The decision bothered the chairman of the city’s Telecommunications Board, which was originally created to put a buffer between the channel and an overzealous city administration. Richard Drake, the board’s chairman, was stunned to hear that the city had stopped planning the forums—without checking with the board. There was no need, according to Susan Thomas. The city council, she said, makes policy decisions on matters like public forums.

Not so fast there, Ms. Thomas. Your decision to stop planning for the forums amounts to setting policy. Which is not your prerogative.

This is just the latest flare-up between the city’s administration and the Government Channel. Earlier, the city fired its cable administrator, Marvin Hilton, for reasons that have yet to be adequately explained. At the latest meeting of the Telecommunications Board, Ms. Thomas presented the administrator’s report that used to be given by Mr. Hilton. And she said she expected to continue giving the report at future meetings. The term for it is power grab.

What’s going on here ? Why the city administrator’s sudden interest in programming on the Government Channel ? And why, after all these years, are the public forums on the channel deemed illegal ? These issue forums have long been done remarkably well. They’re balanced. Every side is heard.

One suggestion has been to move the forums to the community access channel. That channel would probably do a good job on the forums. But there’s no requirement on the community access channel that all sides be heard. A producer could decide to leave out one or more of the sides. That would be a step down from the practice long used by the Government Channel.

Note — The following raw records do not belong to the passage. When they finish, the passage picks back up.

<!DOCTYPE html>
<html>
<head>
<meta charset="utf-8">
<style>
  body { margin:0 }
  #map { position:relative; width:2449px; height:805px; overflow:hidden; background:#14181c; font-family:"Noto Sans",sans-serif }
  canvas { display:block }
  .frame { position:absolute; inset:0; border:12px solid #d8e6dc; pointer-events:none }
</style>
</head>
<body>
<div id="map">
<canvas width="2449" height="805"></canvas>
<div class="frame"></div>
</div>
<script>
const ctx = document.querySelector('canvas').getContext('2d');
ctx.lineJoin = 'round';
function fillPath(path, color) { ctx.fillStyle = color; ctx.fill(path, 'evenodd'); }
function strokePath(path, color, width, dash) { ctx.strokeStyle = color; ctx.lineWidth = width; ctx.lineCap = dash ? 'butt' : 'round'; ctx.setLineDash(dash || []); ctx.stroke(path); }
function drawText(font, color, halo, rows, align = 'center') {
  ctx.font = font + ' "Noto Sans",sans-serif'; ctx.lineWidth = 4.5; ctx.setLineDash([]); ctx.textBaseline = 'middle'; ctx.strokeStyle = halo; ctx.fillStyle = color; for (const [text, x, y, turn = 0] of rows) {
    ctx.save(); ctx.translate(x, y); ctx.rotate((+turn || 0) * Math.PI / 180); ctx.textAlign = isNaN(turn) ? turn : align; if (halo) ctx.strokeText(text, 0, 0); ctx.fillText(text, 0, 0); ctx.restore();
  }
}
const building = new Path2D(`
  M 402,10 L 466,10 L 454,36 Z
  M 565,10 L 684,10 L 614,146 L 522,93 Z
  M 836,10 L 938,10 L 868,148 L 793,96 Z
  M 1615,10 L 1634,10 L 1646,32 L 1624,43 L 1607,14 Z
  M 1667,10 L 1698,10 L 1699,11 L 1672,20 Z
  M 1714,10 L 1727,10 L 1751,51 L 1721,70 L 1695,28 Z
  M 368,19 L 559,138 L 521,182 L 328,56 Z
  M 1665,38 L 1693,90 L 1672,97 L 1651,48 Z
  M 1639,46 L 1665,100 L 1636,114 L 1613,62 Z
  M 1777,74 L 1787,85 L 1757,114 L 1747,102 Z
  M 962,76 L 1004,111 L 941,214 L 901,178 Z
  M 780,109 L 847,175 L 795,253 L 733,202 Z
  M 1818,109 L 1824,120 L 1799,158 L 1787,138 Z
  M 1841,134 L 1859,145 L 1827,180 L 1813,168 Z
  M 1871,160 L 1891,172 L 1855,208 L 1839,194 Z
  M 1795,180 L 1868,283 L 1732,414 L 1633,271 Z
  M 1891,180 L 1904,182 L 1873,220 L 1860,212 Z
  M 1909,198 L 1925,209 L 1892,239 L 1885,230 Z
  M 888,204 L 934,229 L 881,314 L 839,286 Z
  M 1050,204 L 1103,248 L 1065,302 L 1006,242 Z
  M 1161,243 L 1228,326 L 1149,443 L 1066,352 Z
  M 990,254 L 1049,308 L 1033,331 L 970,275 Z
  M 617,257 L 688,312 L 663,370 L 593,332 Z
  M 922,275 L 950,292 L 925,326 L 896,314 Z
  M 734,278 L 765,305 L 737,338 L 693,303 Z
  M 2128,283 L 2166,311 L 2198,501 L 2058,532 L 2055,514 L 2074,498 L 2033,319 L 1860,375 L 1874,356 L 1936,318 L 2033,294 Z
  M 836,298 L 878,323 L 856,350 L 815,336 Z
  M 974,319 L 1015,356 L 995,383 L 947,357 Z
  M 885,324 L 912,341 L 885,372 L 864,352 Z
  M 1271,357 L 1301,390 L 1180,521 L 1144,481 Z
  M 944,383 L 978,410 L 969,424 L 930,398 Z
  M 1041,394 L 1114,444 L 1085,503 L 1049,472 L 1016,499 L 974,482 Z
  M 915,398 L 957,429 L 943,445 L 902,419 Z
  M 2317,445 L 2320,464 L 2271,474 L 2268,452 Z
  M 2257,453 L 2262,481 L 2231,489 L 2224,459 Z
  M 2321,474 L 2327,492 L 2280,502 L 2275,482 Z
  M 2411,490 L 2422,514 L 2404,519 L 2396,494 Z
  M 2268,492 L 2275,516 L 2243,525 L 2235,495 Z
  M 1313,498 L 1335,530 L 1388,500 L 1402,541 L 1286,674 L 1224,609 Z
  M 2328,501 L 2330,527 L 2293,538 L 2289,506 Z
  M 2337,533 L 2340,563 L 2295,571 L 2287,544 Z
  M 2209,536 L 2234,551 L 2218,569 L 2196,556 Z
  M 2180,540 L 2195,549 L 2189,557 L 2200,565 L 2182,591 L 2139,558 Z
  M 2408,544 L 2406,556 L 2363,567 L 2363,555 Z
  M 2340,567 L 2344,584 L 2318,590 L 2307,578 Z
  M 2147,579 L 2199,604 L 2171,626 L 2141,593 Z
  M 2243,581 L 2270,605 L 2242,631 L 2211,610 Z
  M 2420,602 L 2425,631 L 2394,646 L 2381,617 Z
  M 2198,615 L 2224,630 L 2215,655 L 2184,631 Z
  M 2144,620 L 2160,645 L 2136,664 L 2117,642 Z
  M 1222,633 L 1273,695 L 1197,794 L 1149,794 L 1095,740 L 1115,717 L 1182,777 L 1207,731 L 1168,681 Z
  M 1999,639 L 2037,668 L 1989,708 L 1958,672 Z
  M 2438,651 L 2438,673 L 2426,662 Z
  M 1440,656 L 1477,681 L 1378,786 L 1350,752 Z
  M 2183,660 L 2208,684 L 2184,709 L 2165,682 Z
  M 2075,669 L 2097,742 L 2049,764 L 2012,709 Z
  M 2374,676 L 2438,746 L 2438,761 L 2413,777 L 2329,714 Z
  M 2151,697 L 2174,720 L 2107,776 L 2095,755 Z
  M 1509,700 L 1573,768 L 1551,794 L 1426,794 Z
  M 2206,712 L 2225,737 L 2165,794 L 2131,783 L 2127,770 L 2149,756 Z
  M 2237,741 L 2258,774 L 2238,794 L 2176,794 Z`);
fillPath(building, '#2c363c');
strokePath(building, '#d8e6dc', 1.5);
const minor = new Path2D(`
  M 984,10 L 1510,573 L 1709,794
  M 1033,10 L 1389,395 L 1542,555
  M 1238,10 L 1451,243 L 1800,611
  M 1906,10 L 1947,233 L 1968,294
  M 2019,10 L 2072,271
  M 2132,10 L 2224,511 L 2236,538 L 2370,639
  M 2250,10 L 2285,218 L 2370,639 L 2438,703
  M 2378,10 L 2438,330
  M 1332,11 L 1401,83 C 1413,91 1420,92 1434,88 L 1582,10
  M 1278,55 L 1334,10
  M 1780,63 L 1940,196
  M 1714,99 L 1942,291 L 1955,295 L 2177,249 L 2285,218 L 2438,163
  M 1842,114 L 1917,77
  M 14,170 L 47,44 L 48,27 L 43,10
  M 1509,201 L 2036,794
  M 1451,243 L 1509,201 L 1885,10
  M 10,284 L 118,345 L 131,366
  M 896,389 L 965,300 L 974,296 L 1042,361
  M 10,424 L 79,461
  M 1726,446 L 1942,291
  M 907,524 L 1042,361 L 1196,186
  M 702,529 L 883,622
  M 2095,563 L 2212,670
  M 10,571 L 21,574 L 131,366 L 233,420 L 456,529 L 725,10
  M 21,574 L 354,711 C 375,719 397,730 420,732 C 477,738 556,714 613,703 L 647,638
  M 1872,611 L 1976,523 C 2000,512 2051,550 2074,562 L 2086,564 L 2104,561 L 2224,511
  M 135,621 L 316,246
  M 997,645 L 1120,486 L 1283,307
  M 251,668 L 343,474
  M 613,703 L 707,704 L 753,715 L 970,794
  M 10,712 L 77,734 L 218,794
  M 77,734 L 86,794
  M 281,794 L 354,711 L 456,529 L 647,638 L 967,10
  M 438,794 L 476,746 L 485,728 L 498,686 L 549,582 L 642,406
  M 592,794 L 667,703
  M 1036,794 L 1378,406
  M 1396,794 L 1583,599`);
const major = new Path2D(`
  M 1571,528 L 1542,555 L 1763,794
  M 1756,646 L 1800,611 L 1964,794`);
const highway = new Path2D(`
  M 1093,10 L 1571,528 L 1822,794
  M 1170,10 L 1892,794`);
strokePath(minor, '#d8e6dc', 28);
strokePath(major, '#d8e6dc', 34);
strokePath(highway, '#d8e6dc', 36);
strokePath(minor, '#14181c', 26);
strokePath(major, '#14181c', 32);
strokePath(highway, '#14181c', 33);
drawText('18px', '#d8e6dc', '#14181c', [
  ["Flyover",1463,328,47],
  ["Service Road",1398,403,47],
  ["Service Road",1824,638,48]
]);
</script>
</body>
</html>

The bigger concern is that the administration’s latest intrusions open the door to further meddling in programming on the Government Channel. Some future administration might be inclined to tamper with the policies even more. The programming could become just what it was designed not to be: a tool to put the current administration in the most favorable light.

Nancy Allen, an alderman, wants the city council to look into this flap over the Government Channel. It’s a good idea. Maybe the city council can get to the bottom of the administration’s growing interest in what can and cannot be said in public forums on the channel.

We’d especially like to hear something unequivocal from Dan Coody, the mayor. He’s notoriously touchy about public information that doesn’t come out the way he thinks it should. What’s his role in this flap ? Does he support undermining the independence of the Telecommunications Board ? And Susan Thomas’ fiddling with programming ? Good questions. Answers are needed.

The board also deserves to know where it stands with this administration. Does the board set policy for the Government Channel, or is the board just there to do the bidding of others—in this case, the city administration ?

The public forums on the Government Channel have been a good source of information about various topics of community interest. To undermine that success—for whatever reason—is a mistake. The city council needs to get to the bottom of this. Soon. Before silence becomes standard operating procedure. Even in once free-speaking Fayetteville.